▶ [Task details]: For every record that follows, transcribe the text exactly and leave any image out.

-=-=-

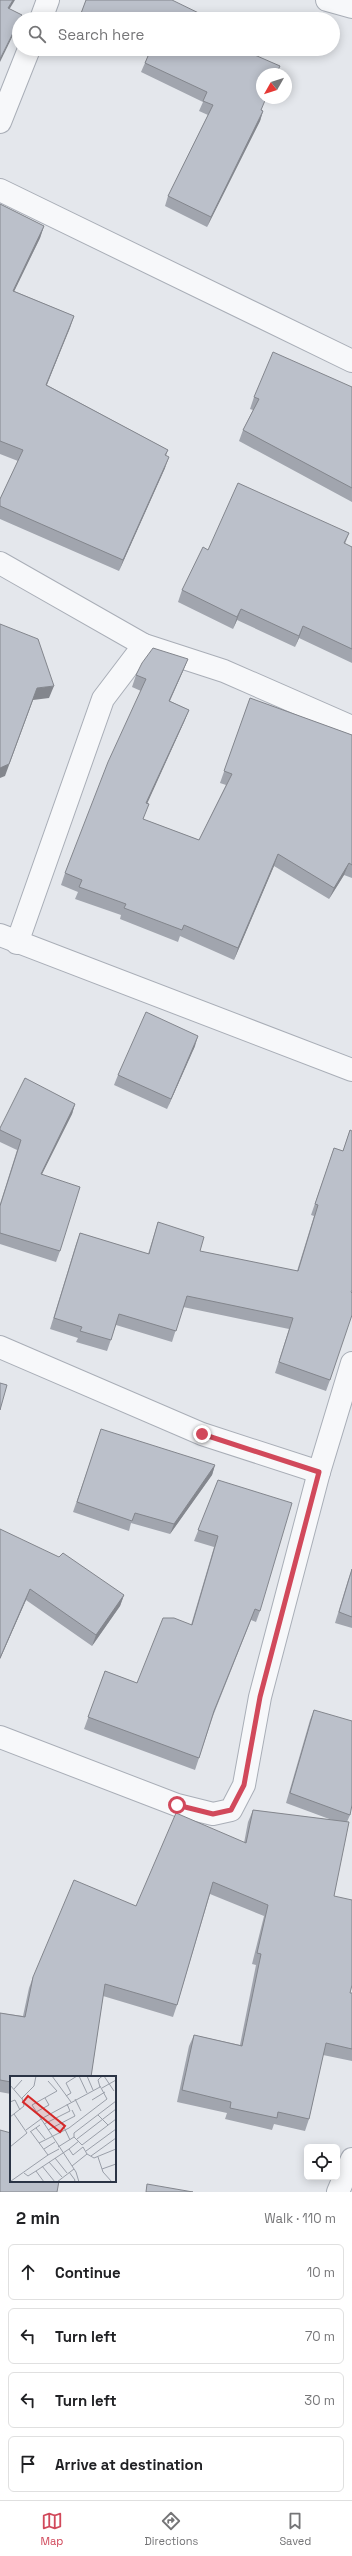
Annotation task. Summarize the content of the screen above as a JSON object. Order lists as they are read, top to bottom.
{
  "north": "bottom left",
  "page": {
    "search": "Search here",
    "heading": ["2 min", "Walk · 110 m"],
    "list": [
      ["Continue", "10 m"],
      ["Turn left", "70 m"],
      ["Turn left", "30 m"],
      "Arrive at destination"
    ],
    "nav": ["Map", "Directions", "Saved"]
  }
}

-=-=-

▶ [Solution to the exercise]:
Annotation task. Summarize the content of the screen above as a JSON object. Order lists as they are read, top to bottom.
{
  "north": "bottom left",
  "page": {
    "search": "Search here",
    "heading": ["2 min", "Walk · 110 m"],
    "list": [
      ["Continue", "10 m"],
      ["Turn left", "70 m"],
      ["Turn left", "30 m"],
      "Arrive at destination"
    ],
    "nav": ["Map", "Directions", "Saved"]
  }
}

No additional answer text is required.